Given the following signature:

export interface INotificationService {
    error(message: string, title?: string, autoHideAfter?: number);
}

How can I call the function error() not specifying the title parameter, but setting autoHideAfter to say 1000?

This question is related to typescript

The answer is


You could try to set title to null.

This worked for me.

error('This is the ',null,1000)

You can create a helper method that accept a one object parameter base on error arguments

 error(message: string, title?: string, autoHideAfter?: number){}

 getError(args: { message: string, title?: string, autoHideAfter?: number }) {
    return error(args.message, args.title, args.autoHideAfter);
 }

Unfortunately there is nothing like this in TypeScript (more details here: https://github.com/Microsoft/TypeScript/issues/467)

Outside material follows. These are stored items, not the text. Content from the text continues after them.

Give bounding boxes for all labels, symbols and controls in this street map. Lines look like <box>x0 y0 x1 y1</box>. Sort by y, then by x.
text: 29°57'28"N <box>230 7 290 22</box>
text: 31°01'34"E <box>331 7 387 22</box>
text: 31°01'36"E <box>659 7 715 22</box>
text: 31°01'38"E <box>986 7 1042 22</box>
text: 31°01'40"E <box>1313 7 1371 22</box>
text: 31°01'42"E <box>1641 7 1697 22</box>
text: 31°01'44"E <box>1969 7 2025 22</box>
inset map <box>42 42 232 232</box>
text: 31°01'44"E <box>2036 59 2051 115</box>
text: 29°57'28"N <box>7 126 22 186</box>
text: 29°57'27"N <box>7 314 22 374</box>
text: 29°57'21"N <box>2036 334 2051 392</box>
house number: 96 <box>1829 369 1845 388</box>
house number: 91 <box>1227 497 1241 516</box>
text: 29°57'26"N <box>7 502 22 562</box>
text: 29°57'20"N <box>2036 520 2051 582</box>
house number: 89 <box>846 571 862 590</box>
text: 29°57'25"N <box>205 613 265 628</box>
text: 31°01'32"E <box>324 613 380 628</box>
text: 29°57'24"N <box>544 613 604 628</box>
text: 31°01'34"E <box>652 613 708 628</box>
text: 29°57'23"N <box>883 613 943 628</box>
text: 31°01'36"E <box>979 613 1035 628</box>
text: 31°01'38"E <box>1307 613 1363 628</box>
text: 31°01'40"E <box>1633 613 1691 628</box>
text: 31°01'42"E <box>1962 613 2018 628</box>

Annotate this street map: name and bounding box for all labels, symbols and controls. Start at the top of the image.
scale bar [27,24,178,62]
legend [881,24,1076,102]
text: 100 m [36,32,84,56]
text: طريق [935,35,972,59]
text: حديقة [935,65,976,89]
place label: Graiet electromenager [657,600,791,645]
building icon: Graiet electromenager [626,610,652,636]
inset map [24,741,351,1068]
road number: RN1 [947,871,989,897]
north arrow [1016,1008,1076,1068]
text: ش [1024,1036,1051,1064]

But to get around this you can change your params to be an interface:

export interface IErrorParams {
  message: string;
  title?: string;
  autoHideAfter?: number;
}

export interface INotificationService {
  error(params: IErrorParams);
}

//then to call it:
error({message: 'msg', autoHideAfter: 42});

You can do this without an interface.

class myClass{
  public error(message: string, title?: string, autoHideAfter? : number){
    //....
  }
}

use the ? operator as an optional parameter.


Another approach is:

error(message: string, options?: {title?: string, autoHideAfter?: number});

So when you want to omit the title parameter, just send the data like that:

error('the message', { autoHideAfter: 1 })

I'd rather this options because allows me to add more parameter without having to send the others.


This is almost the same as @Brocco 's answer, but with a slight twist: only pass optional parameters in an object. (And also make params object optional).

It ends up being kind of like Python's **kwargs, but not exactly.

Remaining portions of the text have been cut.